B. Analysis of Nitrogen Dioxide Dispersion The plume inlet is taken in the north direction as mentioned above in the previous section. The fig. 3 shows how the nitrogen dioxide disperses in different side views. The fig. 3 shows that in the north direction the volume fraction of nitrogen dioxide ranges from 0.75 to 1. Also, the inlet of the plume shown by red colour in the north direction have volume fraction of 1 except few building block as seen from north side views. In east side view it can be seen that there is dispersion of nitrogen dioxide mainly at the top and bottom of the central building blocks. In southern view also there is significant dispersion of nitrogen dioxide as volume fraction changes from 0 to 1. Also, in southern view the volume fraction of 1 showing maximum nitrogen dioxide concentration after two building blocks from left shown by red colour and due to wind blowing from west it disperse the nitrogen dioxide and volume fraction changes to zero. The west side view observe that the volume fraction of nitrogen dioxide varies from 0 to 0.4 and 0.75 to 1 as the nitrogen dioxide concentration is negligible initially but increases may be of deposition of nitrogen dioxide. It can be conclude that the wind blowing from west favours the dispersion of nitrogen dioxide.





North East

South West

Fig. 3 Nitrogen Dioxide Dispersion in Side Views C. Analysis of Sulphur Dioxide Dispersion

The plume inlet is taken in the north direction as mentioned above in the previous section. The fig. 4 shows how the sulphur dioxide disperses in different side views. The figure 4 shows that in the north direction the volume fraction of sulphur dioxide ranges from 0.75 to 1. Also, the inlet of the plume shown by red colour in the north direction have volume fraction of 1 except few building block as seen from north side views. In east side view it can be seen that there is dispersion of sulphur dioxide after two building from the left and the volume fraction varies from 0 to 1. In southern view also there is significant dispersion of sulphur dioxide as volume fraction changes from 0 to 1 but on comparison it with nitrogen dioxide dispersion it has less dispersion as shown by yellow colour after two building from the right. Also, in southern view the volume fraction of 1 showing maximum sulphur dioxide concentration after two building blocks from left shown by red colour and due to wind blowing from west to east it disperse the sulphur dioxide and volume fraction changes to zero. The west side view observe that the volume fraction of sulphur dioxide varies from 0 to 0.4 and 0.75 to 1 as the sulphur dioxide concentration is negligible initially but increases may be of deposition of sulphur dioxide. It can be conclude that the wind blowing from west to east favours the dispersion of sulphur dioxide.





North East

South West

Fig. 4 Sulphur Dioxide Dispersion in Side Views

D. Analysis of Carbon Monoxide Dispersion

The plume inlet is taken in the north direction as mentioned above in the previous section. The figure 5 shows how the carbon monoxide disperses in different side views. The fig. 5 shows that in the north direction the volume fraction of carbon monoxide ranges from 0.75 to 1. Also, the inlet of the plume shown by red colour in the north direction have volume fraction of 1 except few building block as seen from north side views.

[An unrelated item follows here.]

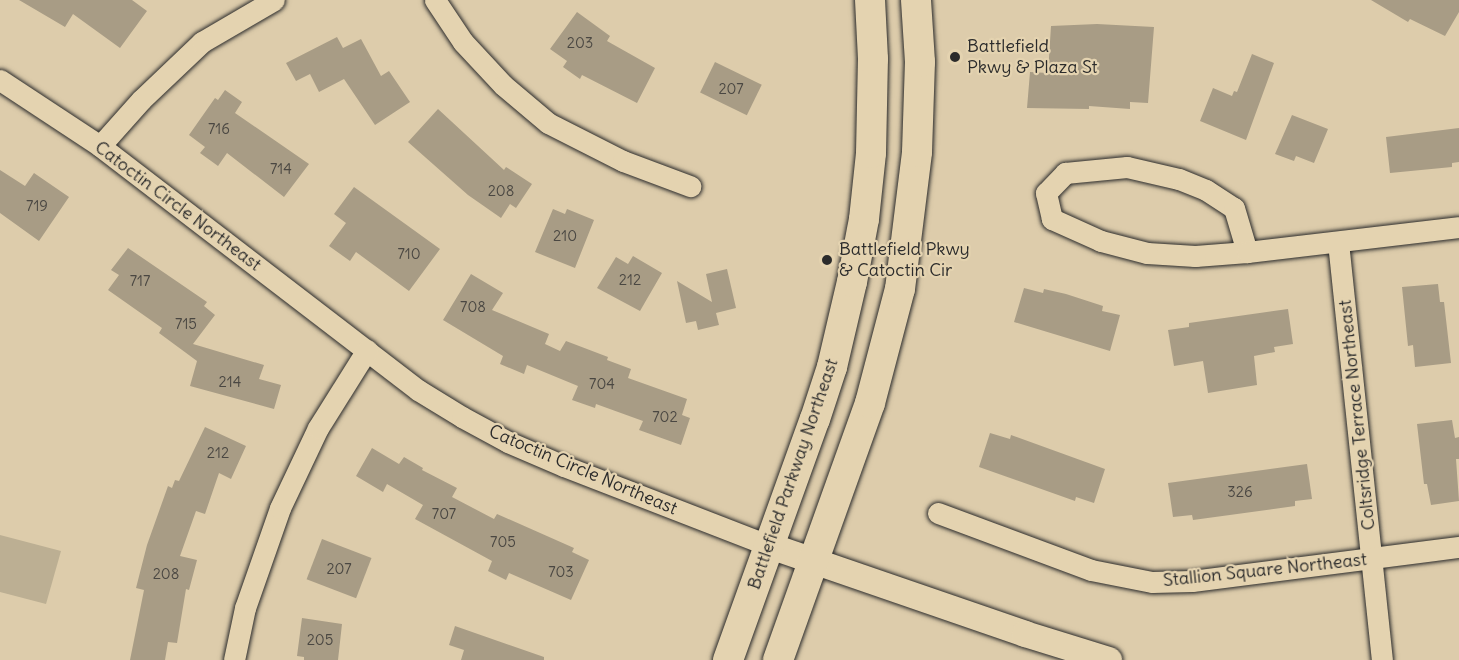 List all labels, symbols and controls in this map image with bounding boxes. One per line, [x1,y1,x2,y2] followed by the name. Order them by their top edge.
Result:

In east side view it can be seen that there is dispersion of carbon monoxide mainly at the top and bottom of the central building blocks In southern view also there is significant dispersion of carbon monoxide as volume fraction changes from 0 to 1 but on comparison it with nitrogen dioxide dispersion it has less dispersion as shown by yellow colour after two building from the right but shown similar trend like sulphur dioxide. Also, in southern view the volume fraction of 1 showing maximum carbon monoxide concentration after two building blocks from left shown by red colour and due to wind blowing from west to east it disperse the carbon monoxide and volume fraction changes to zero. The west side view observe that the volume fraction of carbon monoxide varies from 0 to 0.4 and 0.75 to 1 as the carbon monoxide concentration is negligible initially but increases may be of accumulation of carbon monoxide. It can be conclude that the wind blowing from west to east favours the dispersion of carbon monoxide.





North East

South West

Fig. 5 Carbon Monoxide Dispersion in Side Views

E. Analysis of Wind Velocity Profile

The velocity changes from 3.395×10-13 m/s to 8.462×101 m/s in the east and west side views while it varies 3.395×10-13 m/s to 1.692×102 m/s in the north and south side views. It can also be seen from the fig. 6 that the pattern observe in the north side view from left to right is nearly opposite in south side view and similarly, the pattern observe in east side view from left to right is almost opposite in west side view.

North East





South West

Fig. 6 Wind Velocity Profile in Side Views

F. Analysis of Atmospheric Pollutant Dispersion along with Wind Velocity Profile The fig. 7 shows the variation in dispersion of atmospheric pollutant along with wind velocity profile in the residential complex from the top view. It can be observed that all the three pollutant namely nitrogen dioxide, sulphur dioxide and carbon monoxide the phase 2 volume fraction changes from 0 to 1.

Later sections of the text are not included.